Description of problem: When HE is being deployed, the playbook creates a new hosted_storage using the ansible ovirt_storage_domain. The engine creates a new Storage Domain with the highest available storage format (i.e. V5 on a 4.3 deployment). However, when restoring from backup, even if the deployment is with a 4.3 appliance on a 4.3 host, the DC of the HE VM may not be at 4.3 Compatibility Level yet. If that is the case, the V5 storage domain cannot be attached to the DC, and the deployment fails: [ ERROR ] Error: Fault reason is "Operation Failed". Fault detail is "[Cannot attach Storage. Storage Domain format V5 is illegal.]". HTTP response code is 409. Because SD is created with V5, which cannot be attached to a 4.2 DC as it only supports up to V4. This is not terrible if the user is just moving the hosted_engine to a new Storage Domain and can simply go back and finish the upgrade. But it is a big deal on disaster recovery scenarios, as the restore from backup simply fails.

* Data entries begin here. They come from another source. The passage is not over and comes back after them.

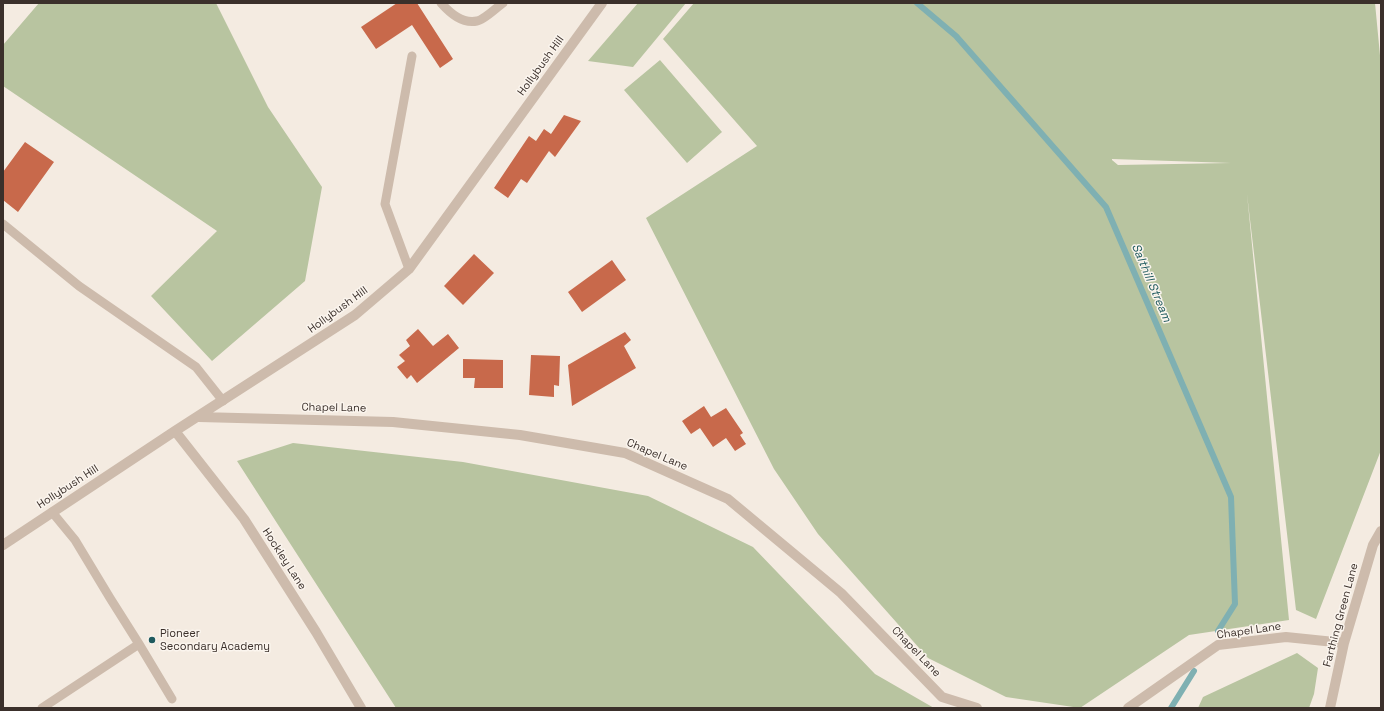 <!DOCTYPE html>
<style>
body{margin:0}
#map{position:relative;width:1384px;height:711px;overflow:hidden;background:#f4ebe1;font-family:"Space Grotesk",sans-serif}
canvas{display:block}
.frame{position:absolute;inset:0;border:4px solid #3b302b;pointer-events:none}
</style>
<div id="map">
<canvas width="1384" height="711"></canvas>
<div class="frame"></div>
</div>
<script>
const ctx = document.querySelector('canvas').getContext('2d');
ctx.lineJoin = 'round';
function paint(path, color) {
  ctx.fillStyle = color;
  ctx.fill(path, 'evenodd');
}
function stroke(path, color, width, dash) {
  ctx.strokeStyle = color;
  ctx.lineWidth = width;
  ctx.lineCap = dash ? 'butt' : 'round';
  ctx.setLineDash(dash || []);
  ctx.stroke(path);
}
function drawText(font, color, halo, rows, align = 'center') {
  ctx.font = font + ' "Space Grotesk",sans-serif';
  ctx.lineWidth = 3;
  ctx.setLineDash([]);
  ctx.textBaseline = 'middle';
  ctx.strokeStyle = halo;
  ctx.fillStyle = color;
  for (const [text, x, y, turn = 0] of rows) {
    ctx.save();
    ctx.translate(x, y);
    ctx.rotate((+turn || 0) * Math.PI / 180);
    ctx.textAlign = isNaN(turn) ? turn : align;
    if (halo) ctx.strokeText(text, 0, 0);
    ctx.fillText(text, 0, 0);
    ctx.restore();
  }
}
paint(new Path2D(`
 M 39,3 L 216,3 L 268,107 L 322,187 L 305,281 L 212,361 L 151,296 L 217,231 L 3,86 L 3,45 Z
 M 638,3 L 686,3 L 633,67 L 588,61 Z
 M 694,3 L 1375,3 L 1381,66 L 1381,450 L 1316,619 L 1296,610 L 1247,194 L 1289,620 L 1189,635 L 1080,708 L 1006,697 L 928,658 L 818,534 L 774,469 L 646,218 L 757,146 L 663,39 ZM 1112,160 L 1112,159 L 1231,163 L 1118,165 Z
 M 660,60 L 722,132 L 687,163 L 624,90 Z
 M 293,443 L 463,462 L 648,496 L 753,547 L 875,674 L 934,708 L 396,708 L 237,461 Z
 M 1297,653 L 1318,668 L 1314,694 L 1309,708 L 1198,708 L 1203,697 Z`), '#b8c4a0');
stroke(new Path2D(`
 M 917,3 L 956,36 L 1106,207 L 1231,497 L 1235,604 L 1218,631
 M 1171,708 L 1194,671`), '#7fb0b2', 6);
paint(new Path2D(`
 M 397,3 L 417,3 L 453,59 L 440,68 L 412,25 L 376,49 L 361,27 Z
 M 564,115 L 581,121 L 555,157 L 549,151 L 527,183 L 521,179 L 508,198 L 494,188 L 529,136 L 536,141 L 544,129 L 551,134 Z
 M 25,142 L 54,162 L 18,212 L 3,200 L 3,172 Z
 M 474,254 L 494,273 L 463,305 L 444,286 Z
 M 612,260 L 626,280 L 582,312 L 568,292 Z
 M 418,329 L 433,346 L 448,334 L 459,348 L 417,383 L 411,375 L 407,379 L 397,367 L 405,361 L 399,355 L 410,346 L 406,340 Z
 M 625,332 L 631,340 L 624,346 L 636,368 L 572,406 L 568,365 Z
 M 531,355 L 560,356 L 559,386 L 554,385 L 554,397 L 529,395 Z
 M 463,359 L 503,360 L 503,388 L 474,388 L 475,378 L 463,378 Z
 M 704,406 L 711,417 L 726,408 L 743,433 L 740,435 L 746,444 L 735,451 L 726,438 L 713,447 L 700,428 L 691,434 L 682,421 Z`), '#c8694b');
stroke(new Path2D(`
 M 441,3 C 450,13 462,24 477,21 C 484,20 497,7 503,3
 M 3,224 L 79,286 L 196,367 L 223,401
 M 409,269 L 385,204 L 412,56
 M 52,512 L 75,540 L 110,598 L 139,644 L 172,699
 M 42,708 L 139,644`), '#cdbbac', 9);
stroke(new Path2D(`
 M 199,417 L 393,422 L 520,435 L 625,453 L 728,499 L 841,593 L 942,697 L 977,708
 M 175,431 L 244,519 L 316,632 L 361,708
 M 3,545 L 175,431 L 355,315 L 409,269 L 602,3
 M 1128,708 L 1218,645 L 1286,637 L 1344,643
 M 1330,708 L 1344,643 L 1373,545 L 1381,531`), '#cdbbac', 10);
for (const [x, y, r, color] of [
 [152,640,4,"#1f5a5e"]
]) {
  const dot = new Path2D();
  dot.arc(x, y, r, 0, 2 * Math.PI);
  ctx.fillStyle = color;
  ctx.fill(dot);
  stroke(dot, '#fbf5ee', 1.5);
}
drawText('11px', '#3b302b', '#fbf5ee', [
 ["Hollybush Hill",541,66,-54],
 ["Hollybush Hill",338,310,-36],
 ["Chapel Lane",334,408,1],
 ["Chapel Lane",657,455,23],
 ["Hollybush Hill",68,487,-33],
 ["Hockley Lane",284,559,57],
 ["Farthing Green Lane",1341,615,-75],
 ["Chapel Lane",1249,631,-8],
 ["Chapel Lane",916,652,46]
]);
drawText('11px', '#3b302b', '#fbf5ee', [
 ["Pioneer",160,634],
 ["Secondary Academy",160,647]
], 'left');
drawText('italic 12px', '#1f5a5e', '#fbf5ee', [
 ["Salthill Stream",1151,283,67]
]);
</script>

Version-Release number of selected component (if applicable): RHV 4.3 with DC in 4.2 CL How reproducible: Always Steps to Reproduce: Restore a backup of a 4.3 Hosted-Engine on a 4.3 host, while the backup contains the HE DC set to 4.2 compatibility level. Actual results: Restore from backup fails Expected results: Restore from backup succeeds. Additional info: CL Storage Format 4.0 V3 4.1 V4 4.2 V4 4.3 V5 4.4 V5
(In reply to Germano Veit Michel from comment #0) > The engine creates a new Storage Domain with the highest available storage > format (i.e. V5 on a 4.3 deployment). To make it clearer: this is a detached SD and the he deployment does not request any specific storage format via API.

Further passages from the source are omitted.